El modus operandi, a esa altura, estaba claro. Y era siempre idéntico. Leviev (o Hayut) contactaba chicas de una buena posición económica por Tinder, se presentaba como heredero del imperio de Lev Leviev, se encontraban en lugares lujosos, incurría en grandes gastos, viajes por toda Europa, salidas soñadas hasta que por algún negocio millonario en ciernes era atacado y debía dejar de utilizar su dinero en blanco, debía pasar a la clandestinidad y para eso le pedía ayuda a sus novias. Pero lo que en realidad hacía era financiar las salidas con las nuevas novias con el dinero de la anterior. Su vida se transformó en tratar de sacarle fondos a su anterior novia para pasar la gran vida con una nueva. Era una rueda que no se detenía, que exigía miles de dólares diarios, en la que no estaba considerado el acopio o el ahorro. Una estafa piramidal en el mundo de las citas, en el que la anterior estaba financiando la siguiente conquista.
A raíz de la acción conjunta de las tres mujeres, Interpol detuvo a Leviev en Grecia. Fue llevado a Israel y juzgado por sus primeras estafas, las juveniles, aquellas anteriores a Tinder, cuando se llamaba Shimon Hayut. Sobre el cambio de nombre explicó que él podía llamarse de la manera que quisiera y que hubiera elegido el apellido del Rey de los Diamantes era algo casual. Cuando los periodistas le preguntaron por las mujeres, él dijo que sólo eran mujeres con el corazón roto que habían decidido ellas solas qué hacer con su dinero. Hasta osó mostrarlas como vividoras que intentaron aprovecharse de su fortuna. Fue condenado a 15 meses de prisión pero sólo cumplió 5 por buena conducta.
Después de un tiempo en que había desaparecido de las redes sociales y de Tinder, volvió a frecuentarlas. Hasta la aparición del documental momento en el que restringió el acceso había acumulado 100.000 seguidores. En los últimos meses había ostentado un nuevo noviazgo con regalos para su pareja, una modelo israelí, que incluían un auto de 250.000 dólares. Recuperó su vieja vida de lujos aunque sin salir de Israel.

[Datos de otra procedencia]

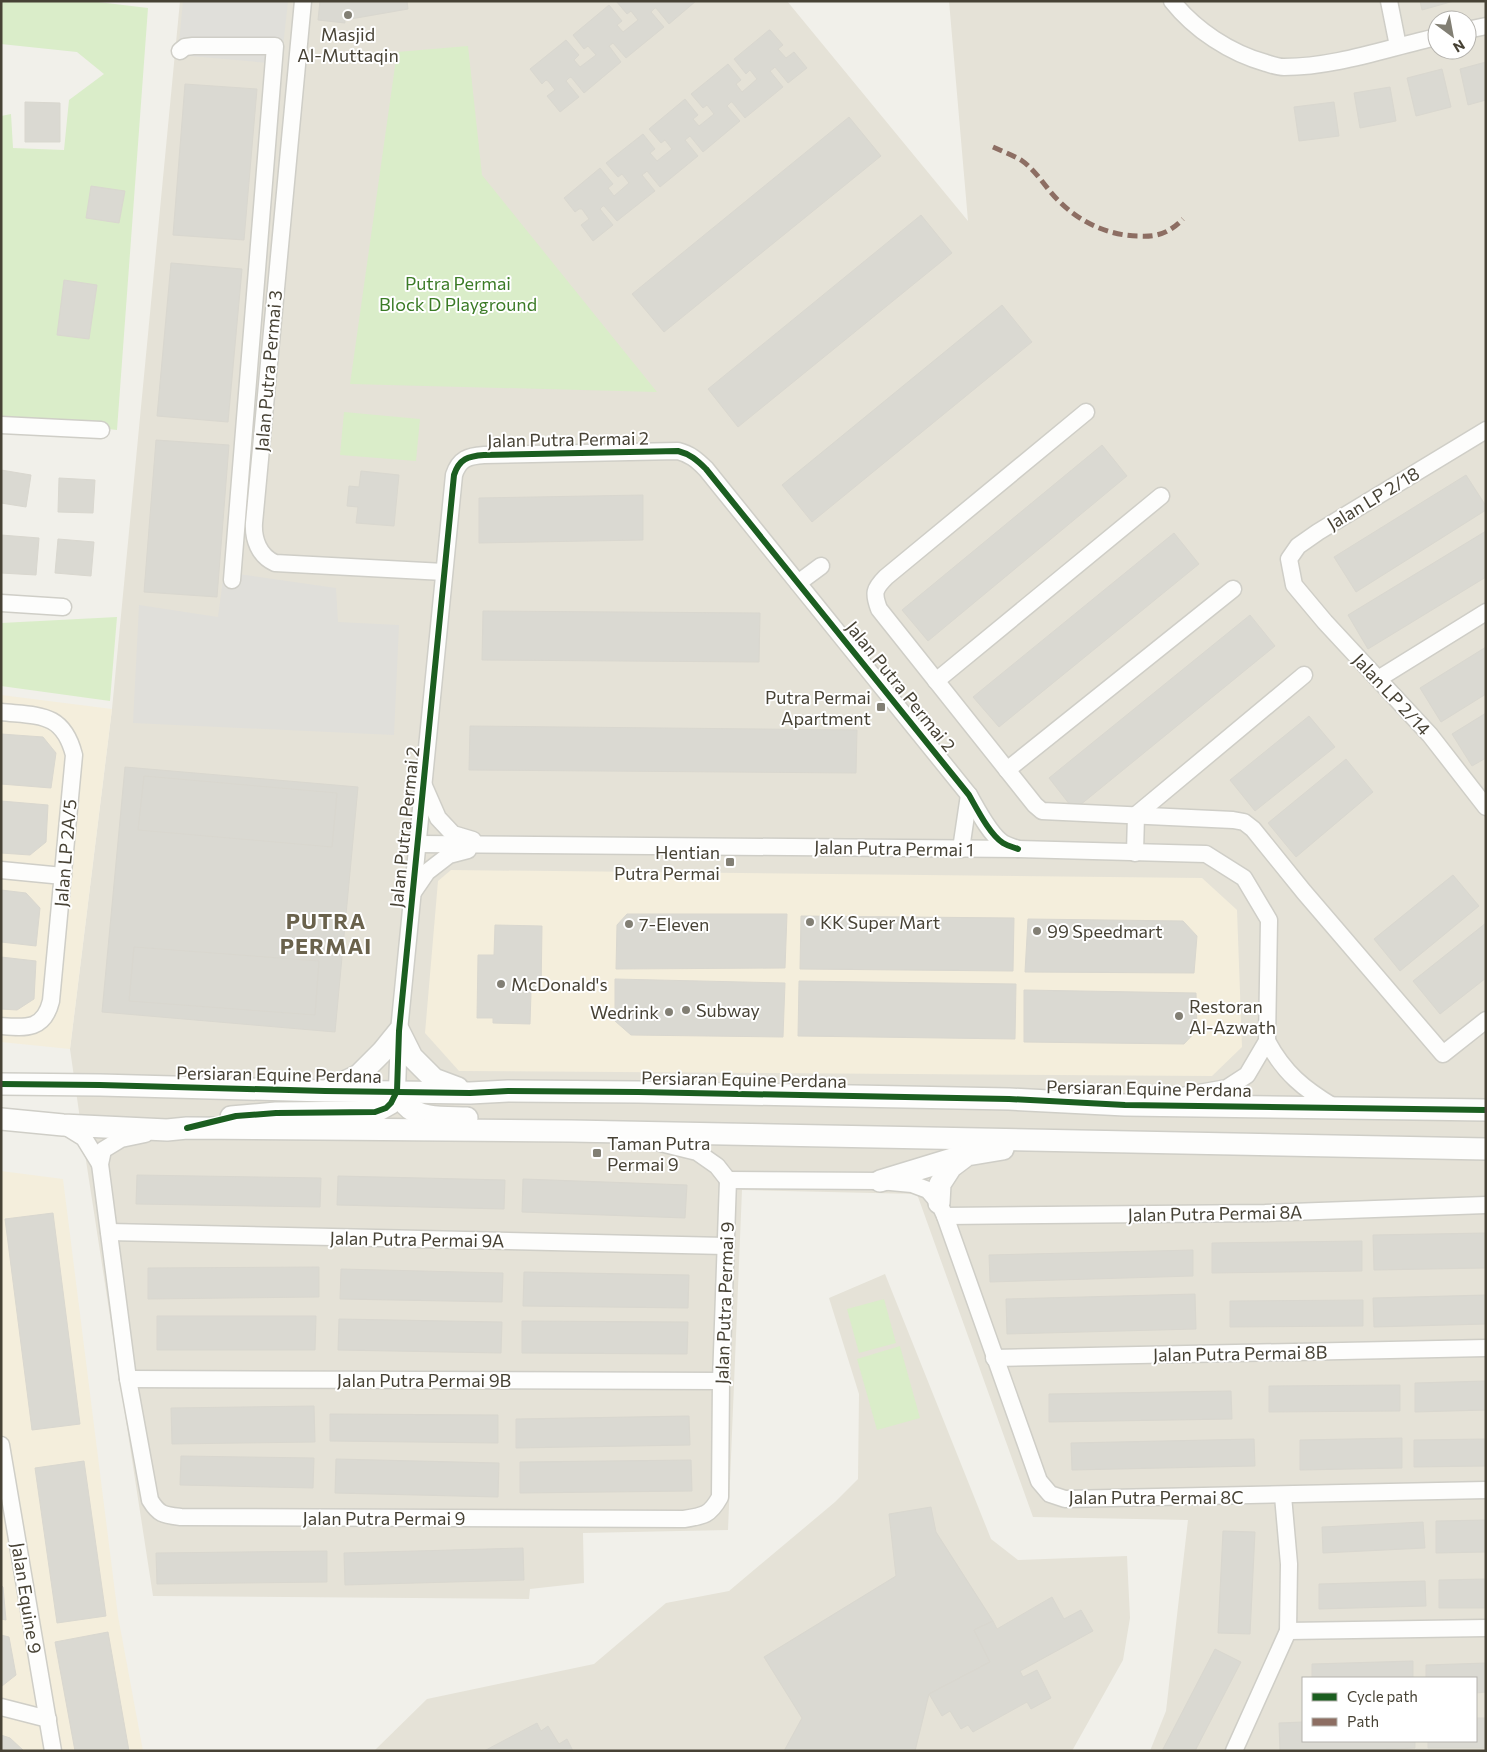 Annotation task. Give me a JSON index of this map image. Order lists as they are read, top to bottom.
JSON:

Los investigadores estiman que las mujeres engañadas fueron más de veinte y que las estafas sumaron más de 10 millones de dólares. Su campo de acción fue toda Europa. Seguramente, tras la difusión del documental de Netflix, surgirán muchas otras víctimas pero, la sospecha, es que las maniobras fraudulentas se parecerán demasiado a las que sufrieron estas tres mujeres.